Les Eurockéennes, que d'aucun voit comme un festival sans âme bon à engranger des entrées et à déclencher sans vergogne, comme une punition des Dieux, des alertes orange made in Météo France, et en dépit de ces quatre jours passés à fouler d'un pied meurtri une poussière étouffante et à jouer des coudes avec les photographes venus tous azimuts de tous les coins de la France pour animer de leurs articulets imagés la presse nationale et locale, restent mon festival de cœur.
Jeudi 4 Juillet : la fleur au fusil.
Les premières heures d'un festival, qui plus est s'il commence en pleine semaine, ressemblent toujours à un faux départ, sans ambiance, sans repère, sans réelle atmosphère. C'est ici qu'il faut donc remercier Mesparrow qui a su, en quelques minutes, bercer le Malsaucy de son univers propre et apaisant. Il est vrai que j'avais déjà sur elle un excellent a priori, à l'écoute de son album Keep This Moment Alive, a priori que son set est, très rapidement, venu confirmer. Sans peur et sans reproche, la brune Tourangelle a su, avec douceur et fermeté, imposer une voix dont la maîtrise impressionne. Un sourire permanent et resplendissant aux lèvres, Mesparrow est un petit joyau d'ingéniosité, qui joue avec brio de sa pédale de boucle et de son clavier... Voici donc un bijou sobre et bien mené, dont on souhaite la franche réussite : il me semble qu'on ne pouvait pas mieux ouvrir le festival.
On nous fait littéralement courir pour aller voir Skaters. On passe donc d'une Mesparrow fluette et aérienne à trois gars plutôt grunge noyés dans un punk plutôt (naturellement?) crade. Le revirement musical est tellement violent qu'on apprécie peu la prestation des New-Yorkais, pourtant visiblement inspirés... Le tout est un peu déjà vu, casquette vissée sur le crâne, fringues kakies, on se la joue "no limits" en faisant tomber micro et bières. J'avoue que dans le même style, j'ai déjà vu bien mieux. On passe notre chemin.
Le premier concert sur la Grande scène sera donc dédié au blues. Gary Clark Jr n'est pas un artiste forcément très connu : repéré grâce à un EP intitulé Bright Lights, confirmé avec un album du nom de Blak and Blu, sur scène, Gary Clark Jr ressemble à ces guitaristes virtuoses qui, tellement inspirés par leur son, en oublient presque leur public... Mais la technique est irréprochable, et le set impeccable de technicité et de charisme.

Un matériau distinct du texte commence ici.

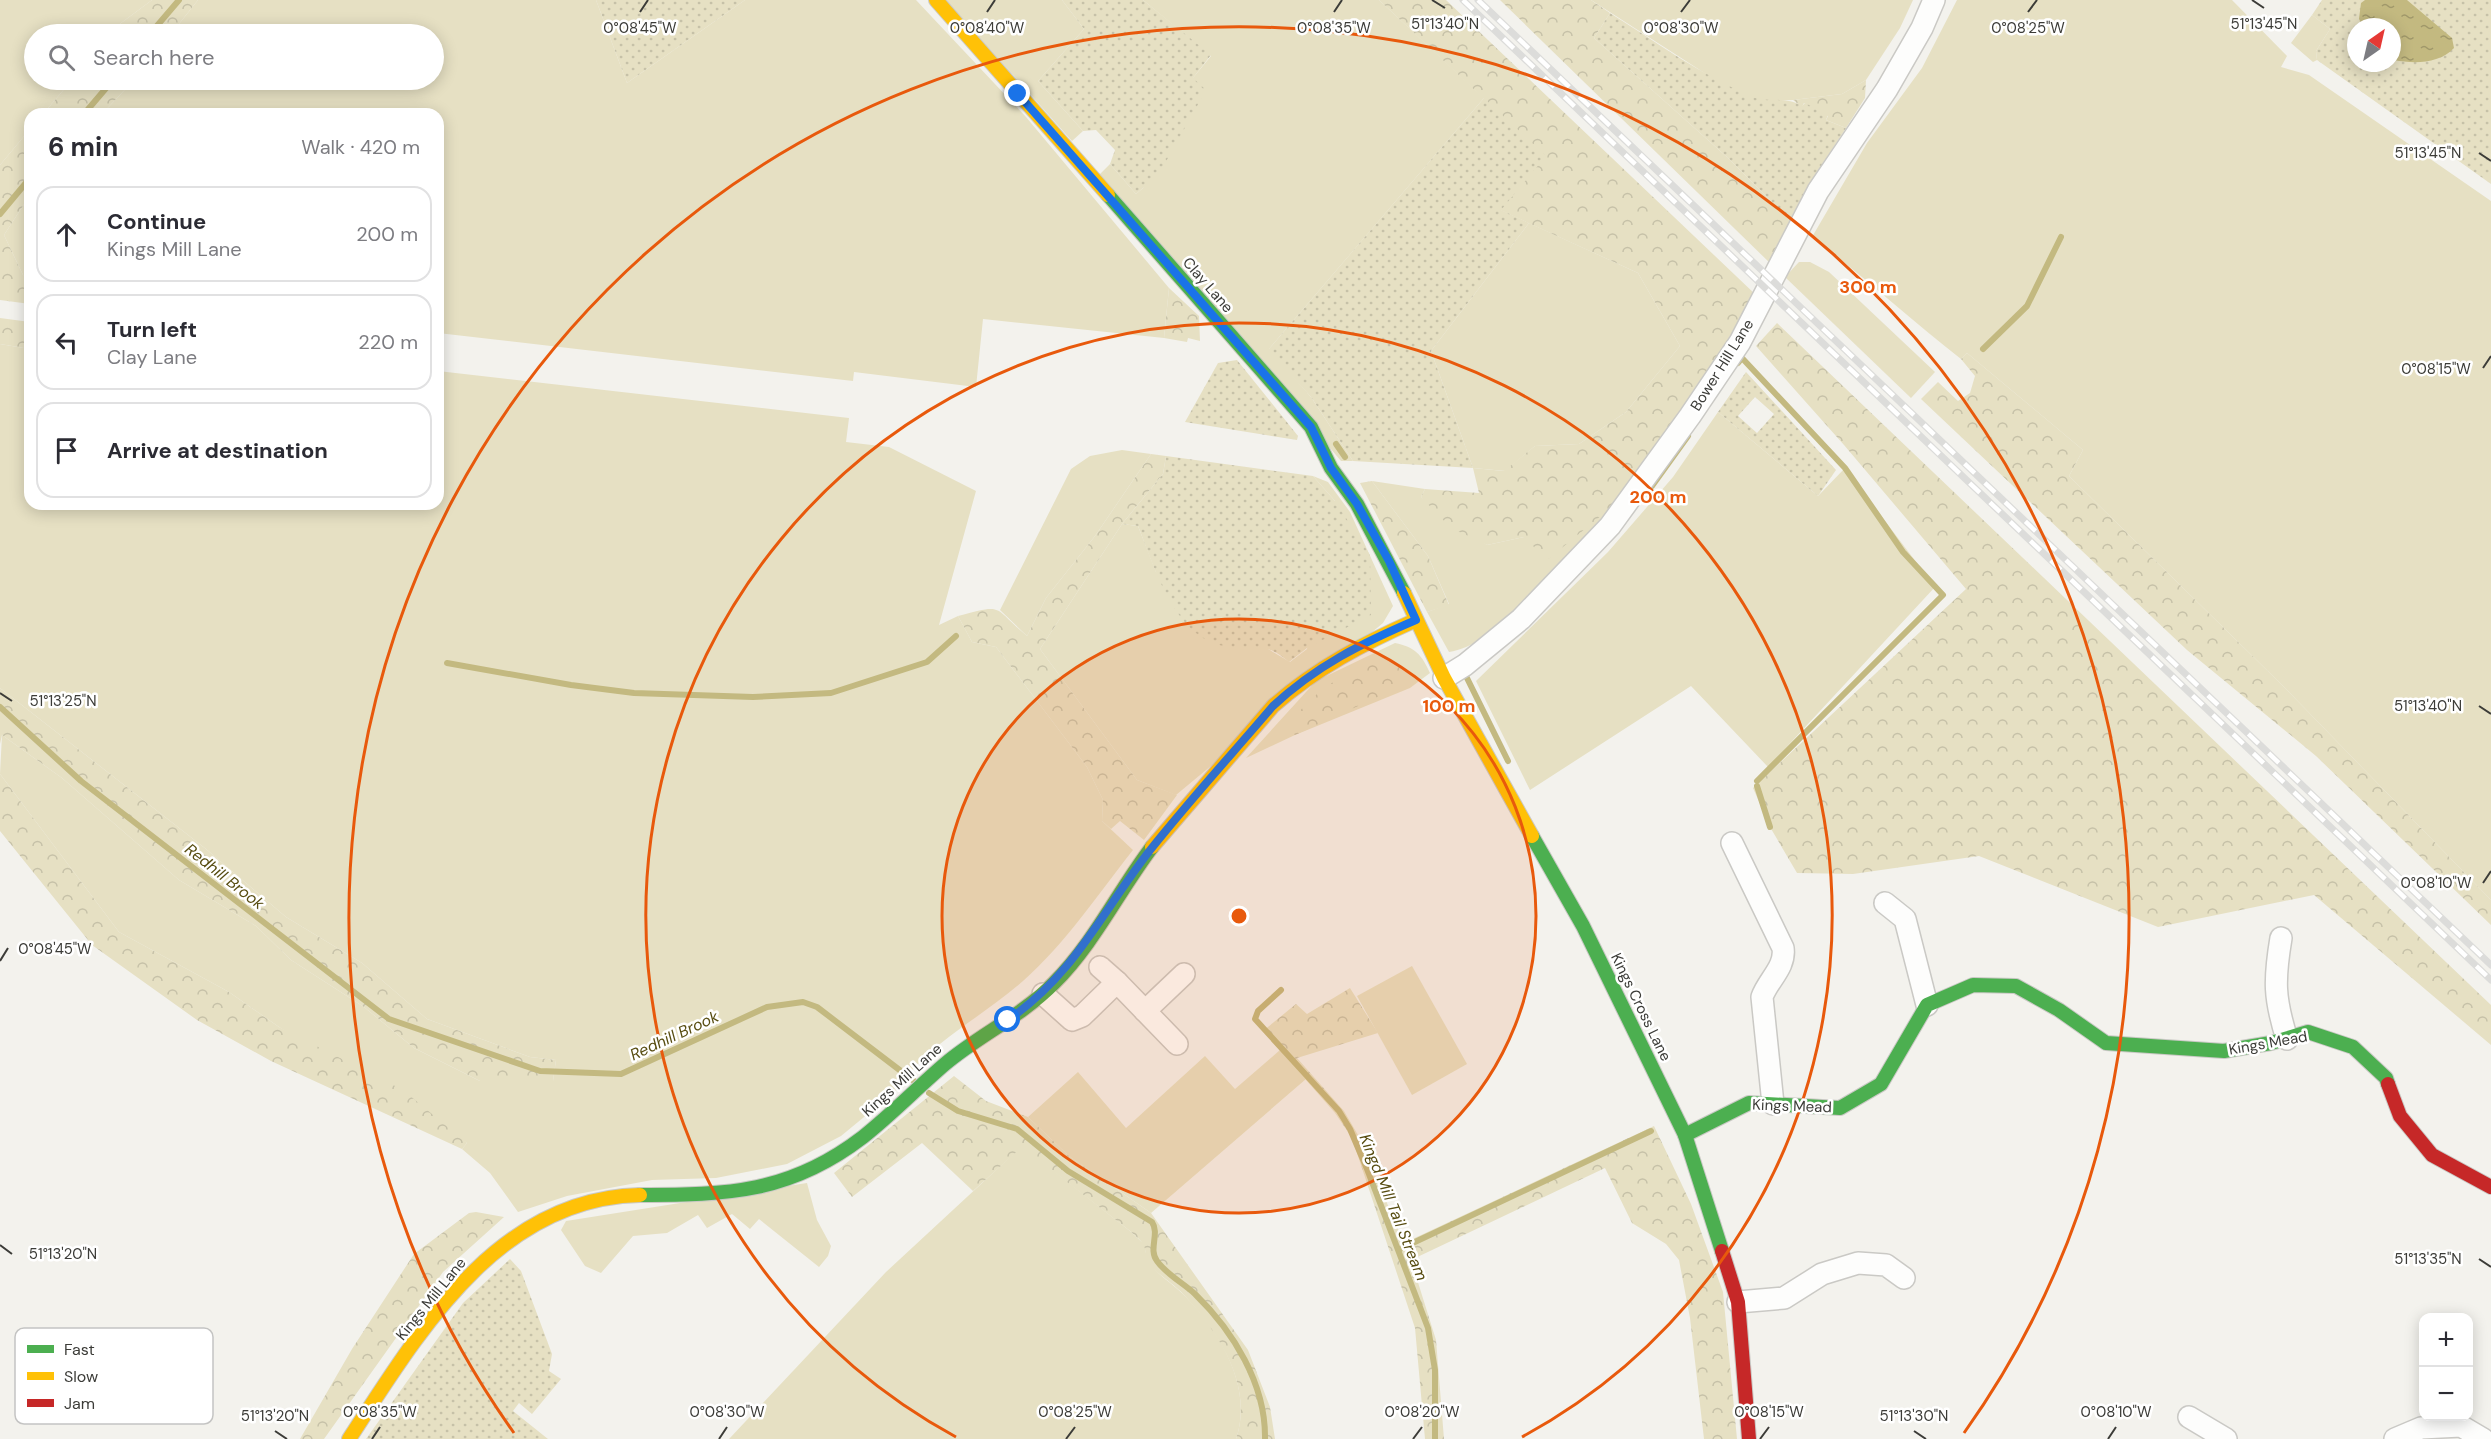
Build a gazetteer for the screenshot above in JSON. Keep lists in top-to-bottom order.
{
  "streets": {
    "street": [
      "Clay Lane",
      "Bower Hill Lane",
      "Kings Cross Lane",
      "Kings Mead",
      "Kings Mill Lane"
    ]
  },
  "crossings": [
    ["Clay Lane", "Kings Cross Lane"],
    ["Clay Lane", "Kings Mill Lane"],
    ["Bower Hill Lane", "Kings Cross Lane"],
    ["Kings Cross Lane", "Kings Mead"],
    ["Kings Cross Lane", "Kings Mill Lane"]
  ],
  "water": ["Redhill Brook", "Kingd Mill Tail Stream"],
  "legend": ["Fast", "Slow", "Jam"],
  "north": "top right",
  "page": {
    "search": "Search here",
    "heading": ["6 min", "Walk · 420 m"],
    "list": [
      ["Continue", "Kings Mill Lane", "200 m"],
      ["Turn left", "Clay Lane", "220 m"],
      "Arrive at destination"
    ],
    "map_buttons": ["+", "−"]
  },
  "coordinates": [
    "51°13'40\"N",
    "51°13'45\"N",
    "0°08'45\"W",
    "0°08'40\"W",
    "0°08'35\"W",
    "0°08'30\"W",
    "0°08'25\"W",
    "0°08'15\"W",
    "51°13'25\"N",
    "0°08'10\"W",
    "51°13'20\"N",
    "51°13'35\"N",
    "0°08'20\"W",
    "51°13'30\"N"
  ],
  "rings": ["300 m", "200 m", "100 m"]
}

Inutile de dire qu'on attendait Asaf Avidan au tournant. Le succès, énorme, de The Reckoning et de Different Pulses, ne pouvait que nous intriguer quant à la qualité de la prestation scénique du monsieur. La voix, que certains trouvent ou trop aiguë ou trop nasillarde, prend aux tripes quoi qu'il arrive – et bien plus encore en live semble-t-il. L'homme arrive souriant et décontracté, emprunte, dès le deuxième morceau, un chapeau à un membre du public, se le colle sur la tête et continue sa prestation comme si de rien n'était. Soyons clair : on reste, malgré le côté "star system", tout à fait bouche bée devant la facilité vocale d'Asaf Avidan...
Aime-t-on "M" ? Ce qui est sûr, c'est que le fils Chédid sait, en un seul set, varier les plaisirs, et passer de l'électrique le plus pur à des morceaux résolument plus feutrés. L'ambiance reste étrange - M joue-t-il trop tôt ? - et parfois nostalgique puisqu'on retrouve des morceaux de Qui de nous deux ou encore de Je Dis Aime, comme "Onde sensuelle". Je pense avoir tellement entendu parlé du set de M que rien ne m'étonne, finalement, et que je trouve le tout même un peu mou. On regrette presque, à un moment donné, de n'avoir pas opté pour Alt-J sur la Plage qui, paraît-il, à fait des merveilles...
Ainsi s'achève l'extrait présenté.